- _Exercise_
Return the whole of the data exactly.

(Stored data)
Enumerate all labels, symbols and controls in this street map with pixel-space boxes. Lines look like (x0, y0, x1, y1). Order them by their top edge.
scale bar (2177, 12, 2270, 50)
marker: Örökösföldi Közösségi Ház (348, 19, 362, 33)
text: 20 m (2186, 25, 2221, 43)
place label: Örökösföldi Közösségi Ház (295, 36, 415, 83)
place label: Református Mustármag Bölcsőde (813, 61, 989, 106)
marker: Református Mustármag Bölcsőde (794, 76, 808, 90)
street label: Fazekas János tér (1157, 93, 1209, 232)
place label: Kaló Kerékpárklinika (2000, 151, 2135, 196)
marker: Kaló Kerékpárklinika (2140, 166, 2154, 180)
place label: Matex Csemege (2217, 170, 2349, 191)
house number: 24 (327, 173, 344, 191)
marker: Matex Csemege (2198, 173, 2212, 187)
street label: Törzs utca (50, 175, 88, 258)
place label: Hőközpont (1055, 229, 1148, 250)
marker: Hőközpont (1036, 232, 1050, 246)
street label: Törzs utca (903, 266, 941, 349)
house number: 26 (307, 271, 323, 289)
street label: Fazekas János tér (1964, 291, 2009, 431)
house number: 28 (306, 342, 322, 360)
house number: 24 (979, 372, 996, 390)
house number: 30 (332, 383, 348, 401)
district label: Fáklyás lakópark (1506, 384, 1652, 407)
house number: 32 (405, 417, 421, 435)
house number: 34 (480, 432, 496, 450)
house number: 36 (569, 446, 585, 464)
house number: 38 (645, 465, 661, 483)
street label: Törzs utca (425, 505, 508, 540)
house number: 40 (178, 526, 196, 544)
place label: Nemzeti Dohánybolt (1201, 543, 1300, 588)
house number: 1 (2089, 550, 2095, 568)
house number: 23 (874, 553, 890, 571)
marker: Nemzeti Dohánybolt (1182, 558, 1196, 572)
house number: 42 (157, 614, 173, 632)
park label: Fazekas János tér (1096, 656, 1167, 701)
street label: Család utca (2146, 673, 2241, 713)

- _Result for this exercise_
Enumerate all labels, symbols and controls in this street map with pixel-space boxes. Lines look like (x0, y0, x1, y1). Order them by their top edge.
scale bar (2177, 12, 2270, 50)
marker: Örökösföldi Közösségi Ház (348, 19, 362, 33)
text: 20 m (2186, 25, 2221, 43)
place label: Örökösföldi Közösségi Ház (295, 36, 415, 83)
place label: Református Mustármag Bölcsőde (813, 61, 989, 106)
marker: Református Mustármag Bölcsőde (794, 76, 808, 90)
street label: Fazekas János tér (1157, 93, 1209, 232)
place label: Kaló Kerékpárklinika (2000, 151, 2135, 196)
marker: Kaló Kerékpárklinika (2140, 166, 2154, 180)
place label: Matex Csemege (2217, 170, 2349, 191)
house number: 24 (327, 173, 344, 191)
marker: Matex Csemege (2198, 173, 2212, 187)
street label: Törzs utca (50, 175, 88, 258)
place label: Hőközpont (1055, 229, 1148, 250)
marker: Hőközpont (1036, 232, 1050, 246)
street label: Törzs utca (903, 266, 941, 349)
house number: 26 (307, 271, 323, 289)
street label: Fazekas János tér (1964, 291, 2009, 431)
house number: 28 (306, 342, 322, 360)
house number: 24 (979, 372, 996, 390)
house number: 30 (332, 383, 348, 401)
district label: Fáklyás lakópark (1506, 384, 1652, 407)
house number: 32 (405, 417, 421, 435)
house number: 34 (480, 432, 496, 450)
house number: 36 (569, 446, 585, 464)
house number: 38 (645, 465, 661, 483)
street label: Törzs utca (425, 505, 508, 540)
house number: 40 (178, 526, 196, 544)
place label: Nemzeti Dohánybolt (1201, 543, 1300, 588)
house number: 1 (2089, 550, 2095, 568)
house number: 23 (874, 553, 890, 571)
marker: Nemzeti Dohánybolt (1182, 558, 1196, 572)
house number: 42 (157, 614, 173, 632)
park label: Fazekas János tér (1096, 656, 1167, 701)
street label: Család utca (2146, 673, 2241, 713)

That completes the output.